Directed by John Ford

Based on a Sinclair Lewis novel "Martin Arrowsmith". A medical researcher is sent to a plague outbreak, where he has to decide priorities for the use of a vaccine.

Colman and Hayes are an attractive pair of leads. Myrna Loy has a much abbreviated role in the film as a New York socialite that Colman meets down in the islands.

Earnest and already quite distinguished looking as young Arrowsmith is Ronald Colman, Helen Hayes suffers nobly as his neglected wife, infected herself through a careless action by her doctor husband.

Near the end of the story, we get a glimpse of the young and seductive Myrna Loy in an underwritten role.

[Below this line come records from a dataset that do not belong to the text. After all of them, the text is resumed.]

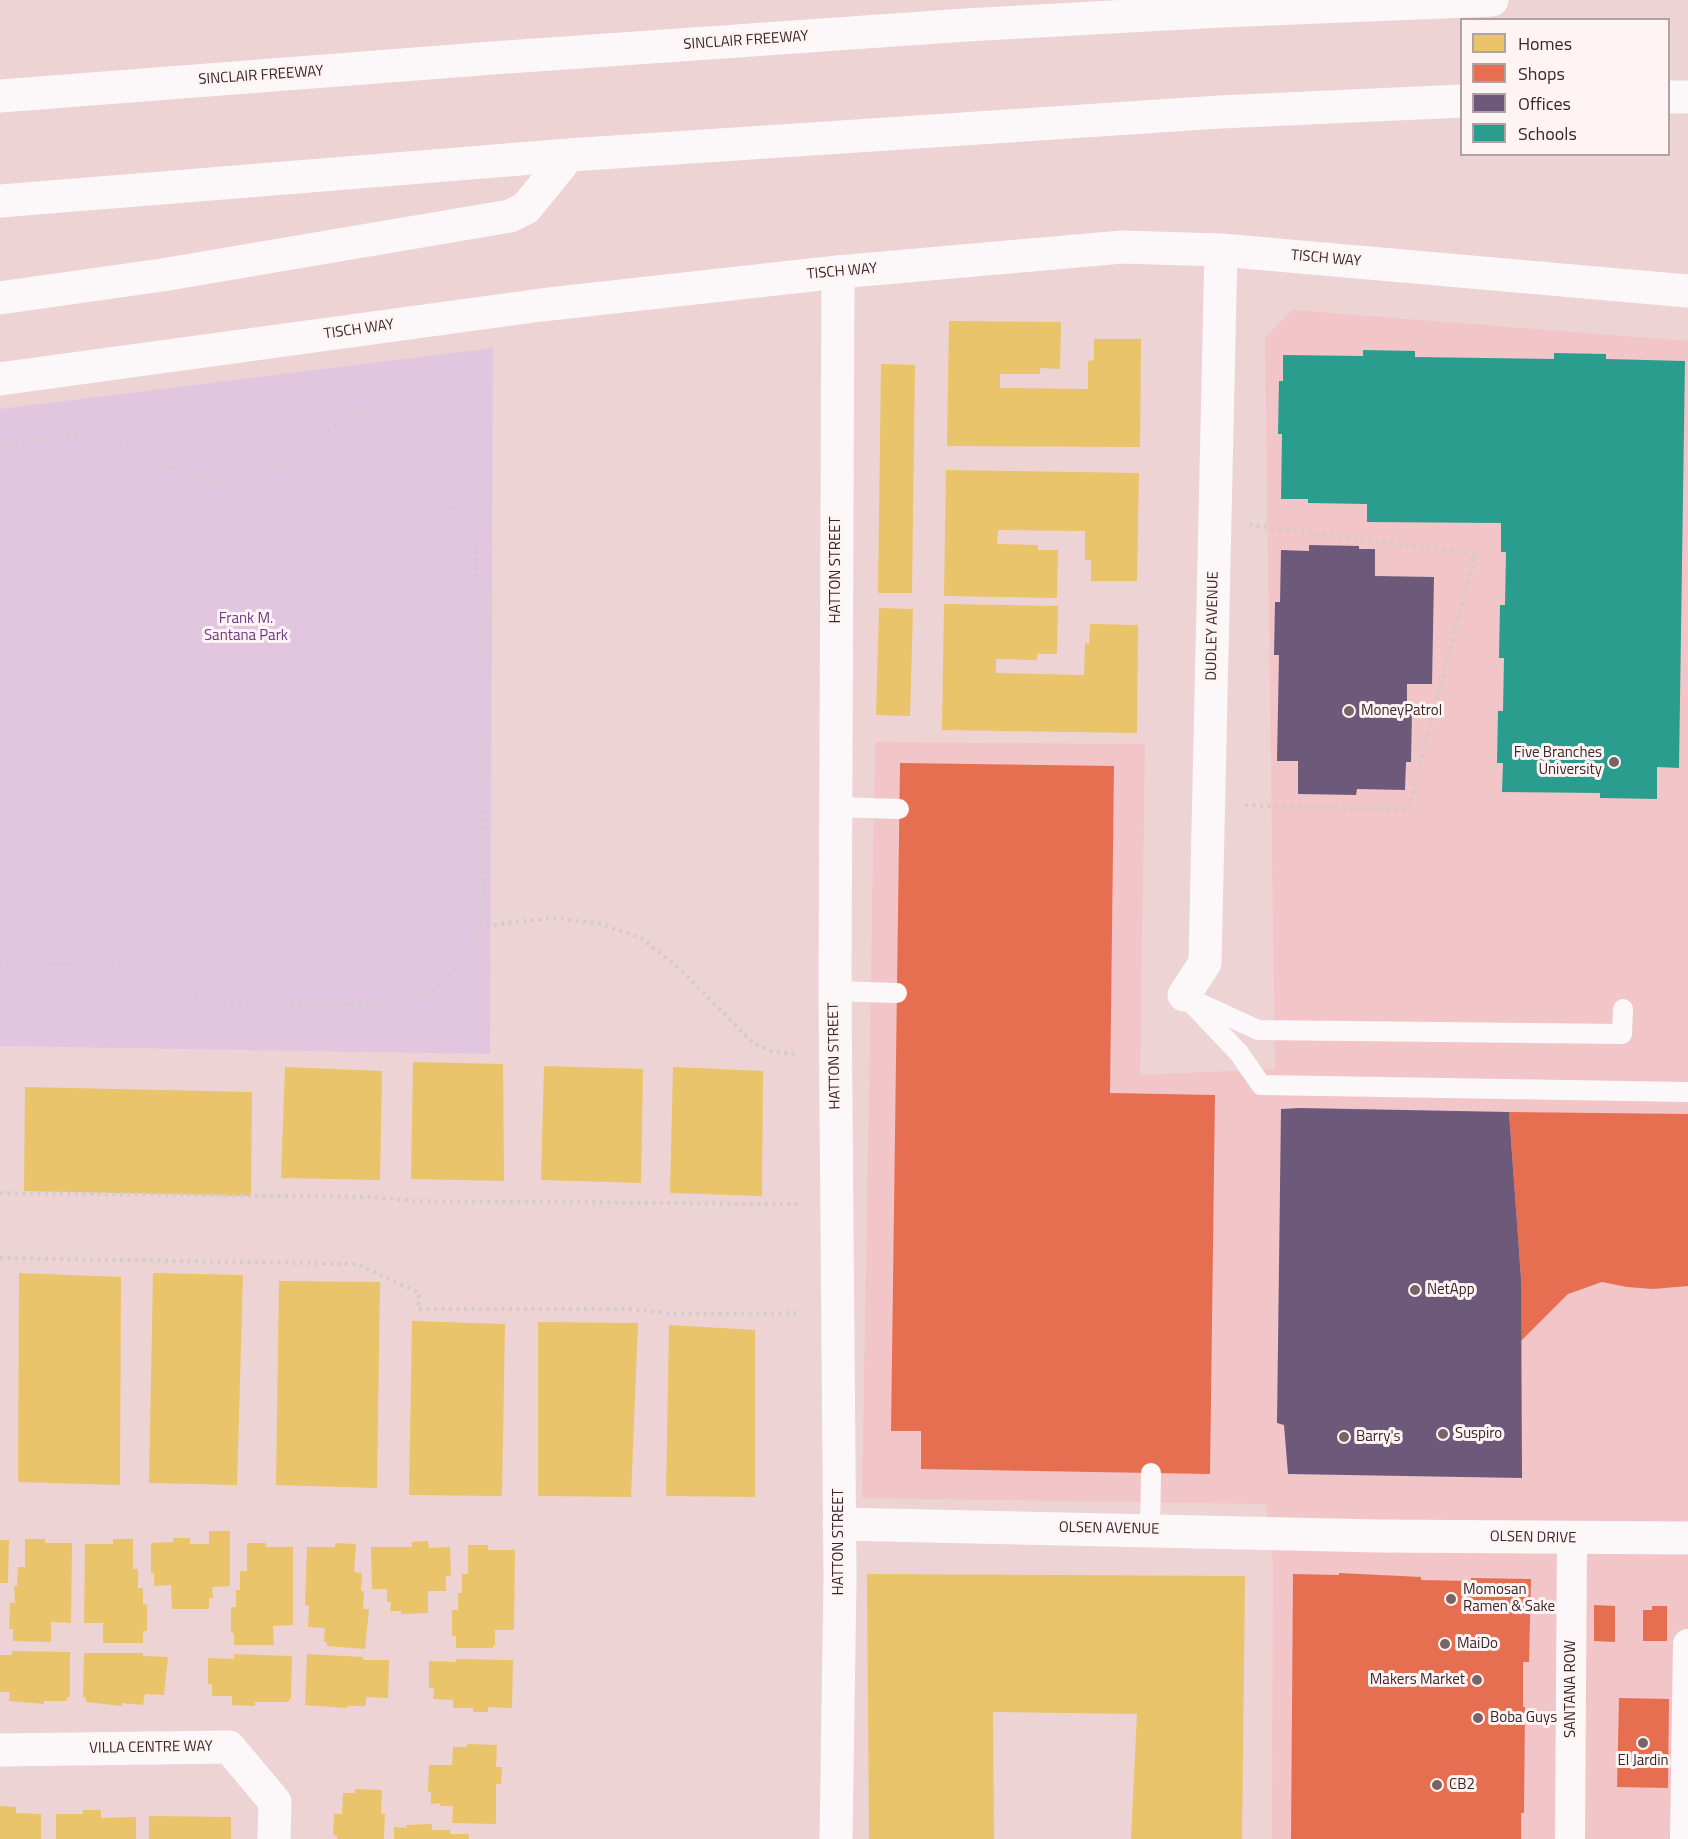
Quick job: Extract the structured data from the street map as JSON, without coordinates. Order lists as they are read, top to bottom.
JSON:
{
  "streets": {
    "main road": [
      "SINCLAIR FREEWAY",
      "TISCH WAY",
      "HATTON STREET",
      "DUDLEY AVENUE",
      "OLSEN AVENUE",
      "OLSEN DRIVE",
      "VILLA CENTRE WAY"
    ],
    "street": ["SANTANA ROW"]
  },
  "crossings": [
    ["TISCH WAY", "HATTON STREET"],
    ["TISCH WAY", "DUDLEY AVENUE"],
    ["HATTON STREET", "OLSEN AVENUE"],
    ["OLSEN AVENUE", "OLSEN DRIVE"],
    ["OLSEN DRIVE", "SANTANA ROW"]
  ],
  "parks": ["Frank M. Santana Park"],
  "places": [
    "MoneyPatrol",
    "Five Branches University",
    "NetApp",
    "Suspiro",
    "Barry's",
    "Momosan Ramen & Sake",
    "MaiDo",
    "Makers Market",
    "Boba Guys",
    "El Jardin",
    "CB2"
  ],
  "legend": [
    "Homes",
    "Shops",
    "Offices",
    "Schools"
  ]
}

Editing seems to be very obvious from the original ending in the novel.

Nominated Oscar for Best Art Direction (Richard Day), Best Cinematography (Ray June), Best Picture (Samuel Goldwyn), Best Writing, Adaptation (Sidney Howard)

BIOS:
1. John Ford [John Martin Feeney] (Director)
Date of Birth: 1 February 1894 - Cape Elizabeth, Maine
Date of Death: 31 August 1973 - Palm Desert, California

2. Ronald Colman [aka: Ronald Charles Colman]
Date of Birth: 9 February 1891 - Richmond, Surrey, England, UK
Date of Death: 19 May 1958 - Santa Barbara, California

3. Helen Hayes [aka: Helen Hayes Brown]
Date of Birth: 10 October 1900 - Washington, District of Columbia
Date of Death: 17 March 1993 - Nyack, New York

4. Myrna Loy [aka: Myrna Adele Williams]
Date of Birth: 2 August 1905 - Radersburg, Montana
Date of Death: 14 December 1993, New York City, New York

Mr. Jim's Ratings:
Quality of Picture & Sound: 3 Stars
Performance: 4 Stars
Story & Screenplay: 3 Stars
Overall: 3 Stars [Original Music, Cinematography & Film Editing]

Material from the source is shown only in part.